Collected data:

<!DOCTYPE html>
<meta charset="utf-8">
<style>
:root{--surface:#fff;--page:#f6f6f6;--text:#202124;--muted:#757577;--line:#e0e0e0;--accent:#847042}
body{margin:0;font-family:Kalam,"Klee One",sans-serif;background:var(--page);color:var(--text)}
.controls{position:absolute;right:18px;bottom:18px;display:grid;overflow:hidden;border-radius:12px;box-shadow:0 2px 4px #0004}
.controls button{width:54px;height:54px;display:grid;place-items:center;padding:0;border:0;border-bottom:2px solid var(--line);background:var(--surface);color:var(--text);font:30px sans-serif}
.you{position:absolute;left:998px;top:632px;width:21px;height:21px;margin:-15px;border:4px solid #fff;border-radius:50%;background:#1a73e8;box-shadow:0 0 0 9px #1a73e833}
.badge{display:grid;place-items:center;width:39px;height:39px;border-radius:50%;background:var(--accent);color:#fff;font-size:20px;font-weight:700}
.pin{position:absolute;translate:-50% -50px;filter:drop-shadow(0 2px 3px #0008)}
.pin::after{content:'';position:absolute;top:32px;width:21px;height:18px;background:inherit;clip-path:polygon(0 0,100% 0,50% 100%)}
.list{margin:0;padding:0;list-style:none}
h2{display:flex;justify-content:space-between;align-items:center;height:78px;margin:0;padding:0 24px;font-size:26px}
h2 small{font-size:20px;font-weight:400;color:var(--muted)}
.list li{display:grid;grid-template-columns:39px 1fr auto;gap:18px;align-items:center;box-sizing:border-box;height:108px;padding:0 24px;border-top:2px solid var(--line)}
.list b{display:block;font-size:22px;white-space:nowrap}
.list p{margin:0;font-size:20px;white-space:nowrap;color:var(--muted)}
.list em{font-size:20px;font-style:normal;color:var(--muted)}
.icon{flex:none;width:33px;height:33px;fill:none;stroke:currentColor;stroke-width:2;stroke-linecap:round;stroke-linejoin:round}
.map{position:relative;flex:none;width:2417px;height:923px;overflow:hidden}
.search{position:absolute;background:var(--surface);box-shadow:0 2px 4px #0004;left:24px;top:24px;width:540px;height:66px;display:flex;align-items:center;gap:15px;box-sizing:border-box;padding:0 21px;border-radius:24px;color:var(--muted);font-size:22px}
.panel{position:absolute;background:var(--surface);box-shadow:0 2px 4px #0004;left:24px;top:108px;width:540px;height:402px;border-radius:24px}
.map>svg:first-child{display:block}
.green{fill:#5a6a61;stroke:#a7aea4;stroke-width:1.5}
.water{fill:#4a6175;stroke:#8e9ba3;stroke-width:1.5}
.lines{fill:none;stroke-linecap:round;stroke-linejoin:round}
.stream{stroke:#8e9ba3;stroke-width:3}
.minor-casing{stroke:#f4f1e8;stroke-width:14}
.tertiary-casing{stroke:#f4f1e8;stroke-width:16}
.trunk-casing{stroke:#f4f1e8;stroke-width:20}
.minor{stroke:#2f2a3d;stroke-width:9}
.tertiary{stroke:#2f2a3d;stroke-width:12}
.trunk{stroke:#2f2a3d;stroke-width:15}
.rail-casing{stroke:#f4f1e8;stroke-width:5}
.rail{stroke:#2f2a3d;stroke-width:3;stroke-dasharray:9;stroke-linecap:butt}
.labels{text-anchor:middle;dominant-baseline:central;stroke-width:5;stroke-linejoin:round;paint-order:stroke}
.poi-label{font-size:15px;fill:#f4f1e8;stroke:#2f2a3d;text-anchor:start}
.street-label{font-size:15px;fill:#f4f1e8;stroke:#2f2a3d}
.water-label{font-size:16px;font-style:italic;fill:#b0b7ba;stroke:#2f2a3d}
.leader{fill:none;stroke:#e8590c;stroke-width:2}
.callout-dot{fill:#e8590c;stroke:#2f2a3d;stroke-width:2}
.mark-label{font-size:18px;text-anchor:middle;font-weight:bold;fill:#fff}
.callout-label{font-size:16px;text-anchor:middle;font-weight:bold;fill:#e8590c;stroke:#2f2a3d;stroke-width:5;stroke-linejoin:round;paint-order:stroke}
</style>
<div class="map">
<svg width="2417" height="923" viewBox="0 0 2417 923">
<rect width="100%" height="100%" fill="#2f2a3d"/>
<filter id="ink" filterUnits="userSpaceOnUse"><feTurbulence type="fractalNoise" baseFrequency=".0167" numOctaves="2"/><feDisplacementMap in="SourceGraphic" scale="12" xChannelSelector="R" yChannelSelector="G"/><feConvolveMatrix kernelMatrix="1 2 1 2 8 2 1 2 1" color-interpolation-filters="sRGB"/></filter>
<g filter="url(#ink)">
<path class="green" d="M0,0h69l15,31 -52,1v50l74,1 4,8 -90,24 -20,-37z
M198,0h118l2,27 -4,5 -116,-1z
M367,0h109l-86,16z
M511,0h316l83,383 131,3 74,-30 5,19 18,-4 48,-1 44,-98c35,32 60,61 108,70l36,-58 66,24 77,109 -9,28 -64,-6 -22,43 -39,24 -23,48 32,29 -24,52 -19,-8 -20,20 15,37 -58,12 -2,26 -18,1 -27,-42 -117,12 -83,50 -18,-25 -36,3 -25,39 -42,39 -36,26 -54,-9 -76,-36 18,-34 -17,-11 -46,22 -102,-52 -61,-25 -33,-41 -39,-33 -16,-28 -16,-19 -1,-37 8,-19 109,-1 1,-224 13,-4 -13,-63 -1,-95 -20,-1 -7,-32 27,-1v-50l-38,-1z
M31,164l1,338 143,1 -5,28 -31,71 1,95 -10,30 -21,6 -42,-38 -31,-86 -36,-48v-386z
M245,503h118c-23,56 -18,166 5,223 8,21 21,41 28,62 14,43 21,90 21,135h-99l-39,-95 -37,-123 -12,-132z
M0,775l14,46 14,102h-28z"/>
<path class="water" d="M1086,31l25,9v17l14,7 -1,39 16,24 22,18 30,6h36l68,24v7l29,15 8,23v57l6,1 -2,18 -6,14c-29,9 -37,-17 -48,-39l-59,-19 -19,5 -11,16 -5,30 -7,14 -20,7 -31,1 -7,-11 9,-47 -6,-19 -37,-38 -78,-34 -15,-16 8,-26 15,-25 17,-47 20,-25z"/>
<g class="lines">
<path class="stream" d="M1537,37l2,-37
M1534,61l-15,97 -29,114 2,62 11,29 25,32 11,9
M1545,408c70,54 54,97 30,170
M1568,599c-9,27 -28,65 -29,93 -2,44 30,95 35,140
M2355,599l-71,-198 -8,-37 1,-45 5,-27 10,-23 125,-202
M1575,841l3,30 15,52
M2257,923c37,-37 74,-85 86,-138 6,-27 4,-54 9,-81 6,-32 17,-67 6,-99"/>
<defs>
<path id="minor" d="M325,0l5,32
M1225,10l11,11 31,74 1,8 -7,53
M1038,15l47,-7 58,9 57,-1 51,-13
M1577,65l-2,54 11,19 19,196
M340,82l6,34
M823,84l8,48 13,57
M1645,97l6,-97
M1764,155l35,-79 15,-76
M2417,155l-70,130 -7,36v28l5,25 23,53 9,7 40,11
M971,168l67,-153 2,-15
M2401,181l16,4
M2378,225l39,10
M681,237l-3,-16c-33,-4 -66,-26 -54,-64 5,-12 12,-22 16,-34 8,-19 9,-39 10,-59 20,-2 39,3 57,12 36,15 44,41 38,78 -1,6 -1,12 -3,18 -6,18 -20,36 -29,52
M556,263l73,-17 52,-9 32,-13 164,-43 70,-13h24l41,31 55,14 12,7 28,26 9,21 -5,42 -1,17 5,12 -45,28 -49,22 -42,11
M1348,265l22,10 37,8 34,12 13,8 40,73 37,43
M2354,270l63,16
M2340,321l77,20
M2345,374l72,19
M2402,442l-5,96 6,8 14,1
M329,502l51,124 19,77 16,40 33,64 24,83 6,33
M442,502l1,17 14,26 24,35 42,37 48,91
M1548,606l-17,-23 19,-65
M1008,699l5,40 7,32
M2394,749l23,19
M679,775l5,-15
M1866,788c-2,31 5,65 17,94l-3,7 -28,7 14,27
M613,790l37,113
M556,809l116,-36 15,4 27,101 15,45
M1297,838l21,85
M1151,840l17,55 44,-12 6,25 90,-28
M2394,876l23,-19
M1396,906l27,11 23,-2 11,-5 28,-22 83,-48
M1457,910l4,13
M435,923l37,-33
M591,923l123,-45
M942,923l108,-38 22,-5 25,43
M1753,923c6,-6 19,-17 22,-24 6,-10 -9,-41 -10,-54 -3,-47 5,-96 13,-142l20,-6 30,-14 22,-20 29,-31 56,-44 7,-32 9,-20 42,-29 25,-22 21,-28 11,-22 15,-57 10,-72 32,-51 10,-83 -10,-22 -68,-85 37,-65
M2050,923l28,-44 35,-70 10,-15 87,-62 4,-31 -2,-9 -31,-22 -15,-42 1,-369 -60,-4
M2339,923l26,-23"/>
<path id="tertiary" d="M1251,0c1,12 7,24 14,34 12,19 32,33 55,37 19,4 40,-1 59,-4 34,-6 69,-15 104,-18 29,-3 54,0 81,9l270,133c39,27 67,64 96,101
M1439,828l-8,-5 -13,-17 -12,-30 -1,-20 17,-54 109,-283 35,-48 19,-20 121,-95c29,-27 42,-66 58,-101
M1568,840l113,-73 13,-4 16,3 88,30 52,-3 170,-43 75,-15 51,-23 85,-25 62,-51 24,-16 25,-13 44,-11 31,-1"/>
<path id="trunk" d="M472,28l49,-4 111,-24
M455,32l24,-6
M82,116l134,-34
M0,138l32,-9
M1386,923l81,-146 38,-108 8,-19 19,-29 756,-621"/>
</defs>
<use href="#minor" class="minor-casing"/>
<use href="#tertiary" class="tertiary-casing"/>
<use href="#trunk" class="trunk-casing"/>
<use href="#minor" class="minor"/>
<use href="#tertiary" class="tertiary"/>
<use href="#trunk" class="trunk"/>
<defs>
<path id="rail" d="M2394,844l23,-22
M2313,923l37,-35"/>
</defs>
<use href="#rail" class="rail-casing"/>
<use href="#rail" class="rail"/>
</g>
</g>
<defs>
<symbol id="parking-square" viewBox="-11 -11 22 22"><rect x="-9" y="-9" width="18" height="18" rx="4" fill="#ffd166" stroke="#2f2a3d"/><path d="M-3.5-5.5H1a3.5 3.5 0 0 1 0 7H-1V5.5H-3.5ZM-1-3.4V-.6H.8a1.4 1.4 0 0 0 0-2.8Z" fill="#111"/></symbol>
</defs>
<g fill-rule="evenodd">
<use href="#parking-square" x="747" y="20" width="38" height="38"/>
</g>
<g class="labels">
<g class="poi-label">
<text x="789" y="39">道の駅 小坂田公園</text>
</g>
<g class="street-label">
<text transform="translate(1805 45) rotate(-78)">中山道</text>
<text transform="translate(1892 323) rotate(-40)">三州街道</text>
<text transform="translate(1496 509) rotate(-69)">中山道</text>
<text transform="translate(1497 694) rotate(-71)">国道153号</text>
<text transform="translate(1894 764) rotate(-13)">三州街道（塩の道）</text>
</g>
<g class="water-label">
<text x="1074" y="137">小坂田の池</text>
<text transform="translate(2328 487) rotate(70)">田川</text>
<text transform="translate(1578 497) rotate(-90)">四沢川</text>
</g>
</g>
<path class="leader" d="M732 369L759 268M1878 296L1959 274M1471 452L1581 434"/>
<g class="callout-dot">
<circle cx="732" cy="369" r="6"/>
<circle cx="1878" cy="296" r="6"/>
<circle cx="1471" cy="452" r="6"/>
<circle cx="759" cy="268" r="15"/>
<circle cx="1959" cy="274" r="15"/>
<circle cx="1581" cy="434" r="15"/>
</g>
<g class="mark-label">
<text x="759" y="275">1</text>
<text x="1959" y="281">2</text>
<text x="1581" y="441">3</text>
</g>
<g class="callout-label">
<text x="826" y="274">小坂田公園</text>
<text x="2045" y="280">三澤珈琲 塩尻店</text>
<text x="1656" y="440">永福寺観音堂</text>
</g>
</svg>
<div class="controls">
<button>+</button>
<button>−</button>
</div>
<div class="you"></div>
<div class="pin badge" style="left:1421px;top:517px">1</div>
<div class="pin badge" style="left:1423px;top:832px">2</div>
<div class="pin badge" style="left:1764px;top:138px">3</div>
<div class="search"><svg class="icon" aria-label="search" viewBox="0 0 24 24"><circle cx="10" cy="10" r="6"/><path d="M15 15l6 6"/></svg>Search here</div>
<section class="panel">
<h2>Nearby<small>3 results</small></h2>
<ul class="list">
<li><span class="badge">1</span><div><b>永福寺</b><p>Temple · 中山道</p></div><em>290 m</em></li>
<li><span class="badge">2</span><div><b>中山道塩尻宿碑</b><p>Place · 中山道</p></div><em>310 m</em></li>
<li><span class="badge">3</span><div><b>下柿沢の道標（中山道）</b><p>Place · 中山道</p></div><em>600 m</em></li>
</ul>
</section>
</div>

Exercise objective: Reproduce each line of the entries in which the word "list" is found.

Task result:
.list{margin:0;padding:0;list-style:none}
.list li{display:grid;grid-template-columns:39px 1fr auto;gap:18px;align-items:center;box-sizing:border-box;height:108px;padding:0 24px;border-top:2px solid var(--line)}
.list b{display:block;font-size:22px;white-space:nowrap}
.list p{margin:0;font-size:20px;white-space:nowrap;color:var(--muted)}
.list em{font-size:20px;font-style:normal;color:var(--muted)}
<ul class="list">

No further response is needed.